Last month we asked you about foreign disinformation campaigns. Here’s what you had to say.
Most people (63 percent of respondents) believe that foreign campaigns account for between 25 and 75 percent of disinformation. Just over a quarter of respondents believe that it accounts for less than 25 percent, while one in ten believes it accounts for more than 75 percent of disinformation.
We also asked about the campaign that CSIS is using to teach Canadians about foreign interference. Interestingly, there was no one who believed that scare tactics are completely ineffective. About 15 percent of respondents think that the use of foreign imagery scare tactics is a good way to create awareness. However, the majority of respondents (75 percent) believe that the campaign has to go further than awareness, by educating people how to recognize disinformation.
As always, your comments are interesting and valid. Here’s a smattering of what you told us.

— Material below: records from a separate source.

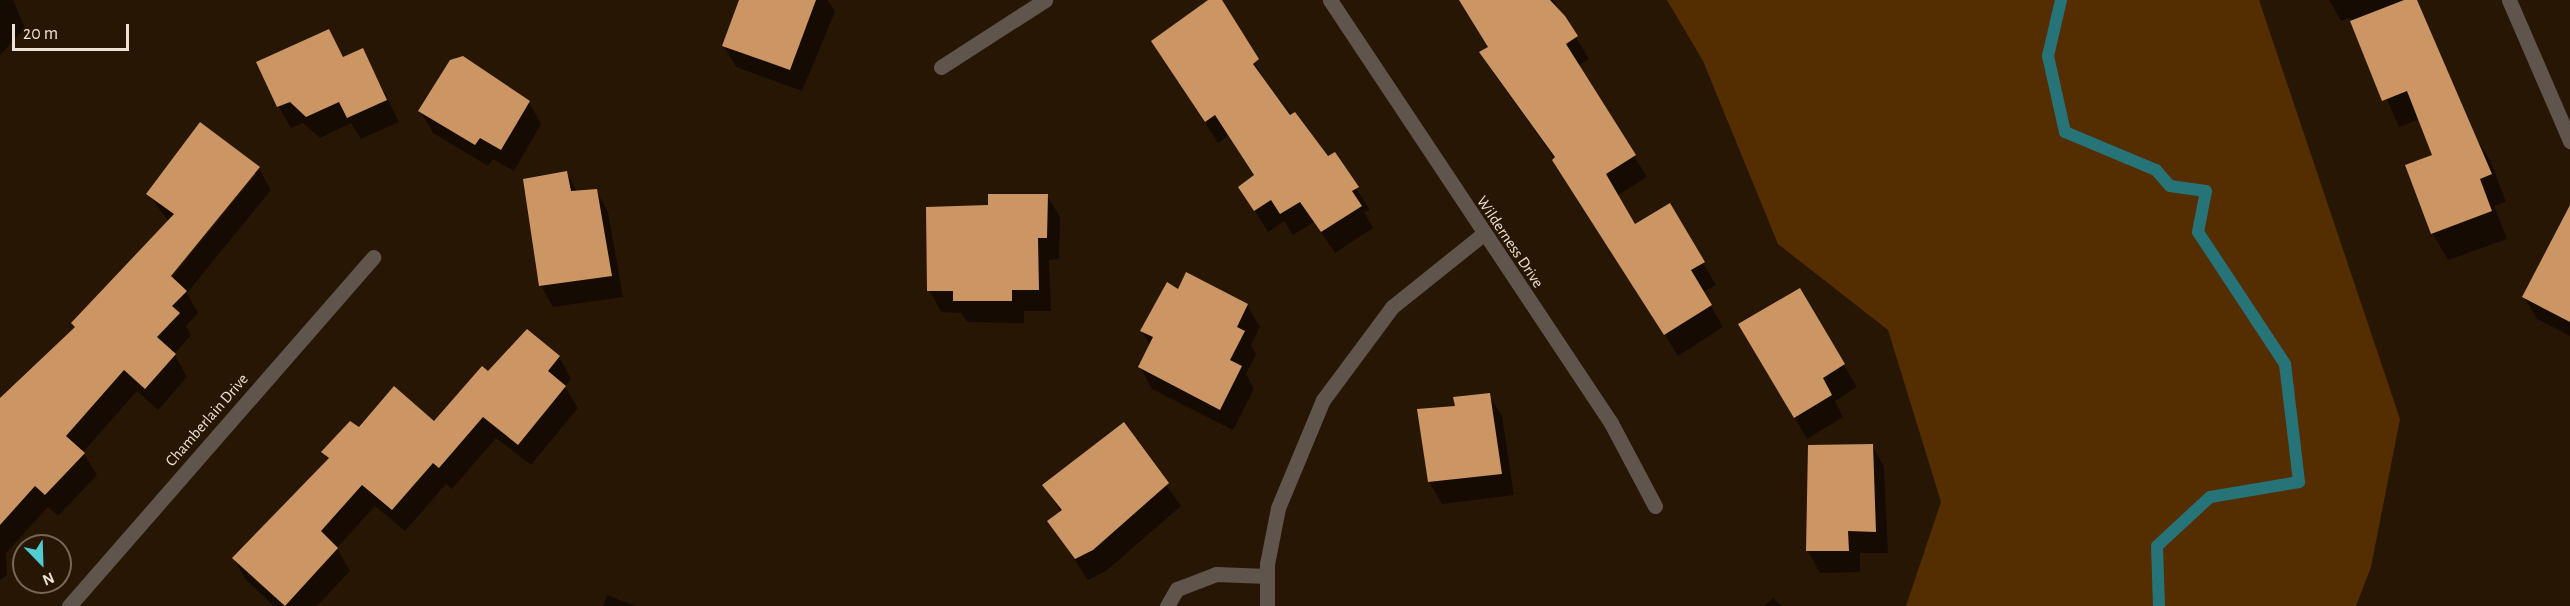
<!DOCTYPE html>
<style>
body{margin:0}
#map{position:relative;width:2570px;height:606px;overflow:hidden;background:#281604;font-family:"Alegreya Sans",sans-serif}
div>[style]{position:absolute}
.green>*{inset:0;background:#542e01}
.shadow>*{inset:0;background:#0007}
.stream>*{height:12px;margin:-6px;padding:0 6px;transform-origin:6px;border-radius:6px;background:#267478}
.building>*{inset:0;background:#cb9663}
.minor>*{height:15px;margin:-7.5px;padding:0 7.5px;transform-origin:7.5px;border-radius:7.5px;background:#5f554c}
span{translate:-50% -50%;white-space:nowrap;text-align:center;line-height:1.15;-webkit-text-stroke:6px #281604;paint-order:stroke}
.street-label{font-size:16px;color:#eee1d6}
.north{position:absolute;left:12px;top:534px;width:60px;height:60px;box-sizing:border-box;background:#281604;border:2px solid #776758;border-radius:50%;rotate:157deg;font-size:16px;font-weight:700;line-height:24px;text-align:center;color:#eee1d6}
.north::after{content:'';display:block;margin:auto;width:21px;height:27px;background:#51ccd3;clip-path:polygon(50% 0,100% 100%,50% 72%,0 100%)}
.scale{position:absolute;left:12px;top:24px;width:117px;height:27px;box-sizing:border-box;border:3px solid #eee1d6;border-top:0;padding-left:8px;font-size:18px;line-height:21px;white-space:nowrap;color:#eee1d6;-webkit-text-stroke:4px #281604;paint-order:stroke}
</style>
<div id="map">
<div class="green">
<div style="clip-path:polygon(1667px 0,2259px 0,2400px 419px,2371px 567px,2356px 606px,1906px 606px,1941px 502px,1888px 330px,1778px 244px,1703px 61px)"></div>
</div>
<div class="shadow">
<div style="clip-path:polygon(0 0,13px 0,25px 28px,0 55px)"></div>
<div style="clip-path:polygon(741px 0,828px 0,835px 12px,802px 91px,736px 67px,724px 46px)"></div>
<div style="clip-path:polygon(1210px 0,1219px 0,1267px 84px,1327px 158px,1334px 154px,1370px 210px,1364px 212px,1373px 228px,1335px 253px,1314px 222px,1293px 235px,1284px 221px,1268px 232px,1240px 187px,1254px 176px,1228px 136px,1218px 143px,1166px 63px)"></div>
<div style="clip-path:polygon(1460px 0,1553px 0,1589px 59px,1578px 66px,1647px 177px,1617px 196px,1635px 226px,1669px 205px,1716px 285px,1703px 292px,1723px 327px,1678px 356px,1555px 159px,1494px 74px,1481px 53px,1490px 48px)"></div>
<div style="clip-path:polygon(2329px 0,2416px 0,2473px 134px,2490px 160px,2506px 202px,2494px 206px,2507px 239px,2448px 260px,2432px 233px,2434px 156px,2419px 119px,2399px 127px,2351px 18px,2341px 21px)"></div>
<div style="clip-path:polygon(329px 31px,344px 58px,363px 50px,399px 122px,361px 139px,351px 123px,320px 138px,303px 123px,291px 128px,278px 106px)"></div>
<div style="clip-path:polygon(529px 102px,541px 124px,514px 171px,493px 159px,488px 166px,433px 133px,420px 111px)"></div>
<div style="clip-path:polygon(evenodd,259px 168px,271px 190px,187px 293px,198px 313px,186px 326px,191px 335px,174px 354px,187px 377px,158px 410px,137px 391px,83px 452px,97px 475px,58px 516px,48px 507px,6px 553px,7px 575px,0 580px,0 403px,76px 328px,169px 222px,148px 194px,259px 168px,253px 174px,256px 174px,167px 283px,165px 281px,253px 174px)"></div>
<div style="clip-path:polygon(567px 173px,577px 192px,596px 190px,608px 212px,623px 297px,553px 307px,541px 286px)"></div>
<div style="clip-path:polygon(1047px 195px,1060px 217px,1059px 259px,1049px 260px,1051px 311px,1024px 311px,1024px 323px,967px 322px,961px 313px,941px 312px,929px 290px,990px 206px)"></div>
<div style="clip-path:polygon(2570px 250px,2570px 336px,2537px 319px,2524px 297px)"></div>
<div style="clip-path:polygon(1799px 290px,1857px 387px,1835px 401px,1843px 417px,1807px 439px,1740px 324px)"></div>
<div style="clip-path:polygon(1179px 291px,1247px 305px,1260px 327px,1251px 345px,1256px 354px,1246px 374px,1254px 389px,1233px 430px,1152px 389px,1140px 367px,1150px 346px,1142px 331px)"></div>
<div style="clip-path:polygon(559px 357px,571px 379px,565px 387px,578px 408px,531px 465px,496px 438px,452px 489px,446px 484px,405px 531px,375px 506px,337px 548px,350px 571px,317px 606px,274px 606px,246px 580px,234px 559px,328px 461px,323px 452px,360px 430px,434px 424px,488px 373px)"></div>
<div style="clip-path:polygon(1489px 395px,1502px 416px,1514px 495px,1442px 504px,1429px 482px,1457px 407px)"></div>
<div style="clip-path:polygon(1123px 425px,1181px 506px,1106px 571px,1088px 580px,1049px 521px,1061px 512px,1044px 485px)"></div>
<div style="clip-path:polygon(1872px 445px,1884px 467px,1888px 553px,1860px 553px,1860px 572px,1820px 573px,1808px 551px)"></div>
<div style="clip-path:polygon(607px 595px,636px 606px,603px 606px)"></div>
<div style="clip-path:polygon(1773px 598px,1782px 606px,1764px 606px)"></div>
</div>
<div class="stream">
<div style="left:2061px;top:0;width:57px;rotate:103.1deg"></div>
<div style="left:2048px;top:56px;width:78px;rotate:77.4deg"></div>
<div style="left:2065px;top:132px;width:99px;rotate:22.7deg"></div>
<div style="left:2156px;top:170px;width:21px;rotate:49deg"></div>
<div style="left:2170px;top:186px;width:36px;rotate:8deg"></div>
<div style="left:2206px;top:191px;width:42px;rotate:101deg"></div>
<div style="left:2198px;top:232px;width:158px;rotate:56.6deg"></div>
<div style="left:2285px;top:364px;width:119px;rotate:83.2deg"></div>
<div style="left:2299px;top:482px;width:90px;rotate:170.4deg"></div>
<div style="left:2210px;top:497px;width:72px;rotate:137.2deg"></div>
<div style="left:2157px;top:546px;width:60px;rotate:88.1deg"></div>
</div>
<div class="building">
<div style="clip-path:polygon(739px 0,816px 0,790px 70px,722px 46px)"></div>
<div style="clip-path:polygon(1208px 0,1222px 0,1259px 59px,1253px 64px,1290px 115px,1295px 112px,1328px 156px,1335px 152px,1359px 187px,1352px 191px,1362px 206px,1321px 232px,1300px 202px,1280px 214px,1271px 200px,1254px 211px,1238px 187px,1254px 175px,1215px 115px,1205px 122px,1151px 41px)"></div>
<div style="clip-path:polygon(1459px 0,1550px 0,1565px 16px,1578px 36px,1566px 44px,1636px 155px,1606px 174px,1635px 224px,1670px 203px,1705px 262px,1691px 270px,1712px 305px,1664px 335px,1552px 160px,1555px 157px,1479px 52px,1488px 47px)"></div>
<div style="clip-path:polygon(2404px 0,2417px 0,2492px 174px,2480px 179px,2492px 211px,2431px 234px,2405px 165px,2432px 155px,2407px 91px,2382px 101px,2350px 21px)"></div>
<div style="clip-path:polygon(329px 29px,343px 57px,363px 48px,387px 100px,347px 118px,339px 102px,306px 117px,290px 102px,277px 107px,256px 62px)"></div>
<div style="clip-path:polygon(463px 56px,530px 101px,501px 150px,480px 138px,475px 145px,418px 111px,450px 60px)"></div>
<div style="clip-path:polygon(200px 122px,260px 167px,171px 276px,187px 291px,172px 306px,180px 313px,157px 337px,176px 354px,145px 389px,124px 370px,66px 436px,85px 453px,45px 495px,35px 486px,0 525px,0 398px,75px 327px,71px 323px,174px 214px,146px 194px)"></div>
<div style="clip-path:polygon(567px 171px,571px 191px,597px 189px,612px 276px,539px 286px,523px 179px)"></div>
<div style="clip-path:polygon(988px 194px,1048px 194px,1047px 238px,1038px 238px,1039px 290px,1012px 290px,1012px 301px,953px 301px,953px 291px,927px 291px,926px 207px,988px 205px)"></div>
<div style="clip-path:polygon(2570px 205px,2570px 322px,2522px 297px)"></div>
<div style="clip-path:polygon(1186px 272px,1248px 304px,1237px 327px,1245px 331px,1230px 360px,1242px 366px,1220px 410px,1138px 367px,1153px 337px,1140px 331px,1167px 282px,1178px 289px)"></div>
<div style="clip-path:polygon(1800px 288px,1845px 364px,1823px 378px,1832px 395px,1794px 418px,1738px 324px)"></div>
<div style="clip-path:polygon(527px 329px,560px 356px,548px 371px,566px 386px,518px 445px,483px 417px,439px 468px,433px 463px,392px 510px,362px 485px,321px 531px,338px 548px,285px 606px,232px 558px,329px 458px,321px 452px,350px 421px,359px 427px,394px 386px,434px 421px,482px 366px,488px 371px)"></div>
<div style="clip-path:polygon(1490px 393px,1502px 474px,1428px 482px,1417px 409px,1455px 406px,1453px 397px)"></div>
<div style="clip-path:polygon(1124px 422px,1169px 483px,1093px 550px,1075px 559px,1047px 521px,1062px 510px,1042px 485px)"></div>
<div style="clip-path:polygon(1873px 444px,1876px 532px,1848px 531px,1849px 551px,1806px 551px,1808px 445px)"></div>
</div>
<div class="minor">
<div style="left:1330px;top:0;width:508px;rotate:56.4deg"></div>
<div style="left:1611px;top:423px;width:94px;rotate:62.1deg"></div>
<div style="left:2509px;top:0;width:154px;rotate:66.6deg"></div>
<div style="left:941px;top:67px;width:124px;rotate:-32.8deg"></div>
<div style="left:69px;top:606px;width:463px;rotate:-48.9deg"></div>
<div style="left:1167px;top:606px;width:20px;rotate:-60deg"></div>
<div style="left:1177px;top:589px;width:42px;rotate:-21deg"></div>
<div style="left:1216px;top:574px;width:51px;rotate:2.2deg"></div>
<div style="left:1267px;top:606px;width:42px;rotate:-90deg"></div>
<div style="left:1267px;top:564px;width:57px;rotate:-78.9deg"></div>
<div style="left:1278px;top:508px;width:117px;rotate:-67.4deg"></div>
<div style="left:1323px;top:400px;width:116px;rotate:-53.4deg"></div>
<div style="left:1392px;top:307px;width:117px;rotate:-38.7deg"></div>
</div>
<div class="street-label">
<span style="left:1510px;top:242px;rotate:56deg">Wilderness Drive</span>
<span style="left:207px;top:420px;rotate:-49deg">Chamberlain Drive</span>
</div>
<div class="north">N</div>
<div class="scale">20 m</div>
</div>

You remind us that foreign misinformation comes from many countries, not just China and Russia. Also that some foreign misinformation campaigns have domestic support. You also suggest ways to help people better interpret information. One respondent says “Calling it ‘fake news’ isn’t enough, that just encourages general cynicism. Calling social media ‘entertainment’, or even ‘fiction’ would be better.” Another suggestion is to create an independent centre to call out disinformation and misinformation that fuels partisan politics.
Thanks to all who participated. It is always interesting to hear what our readers have to say about topics we write about. Often we hear that people have more to say than our small poll allows. As always, we encourage dialogue about our articles on our website. Your participation helps us explore important ideas.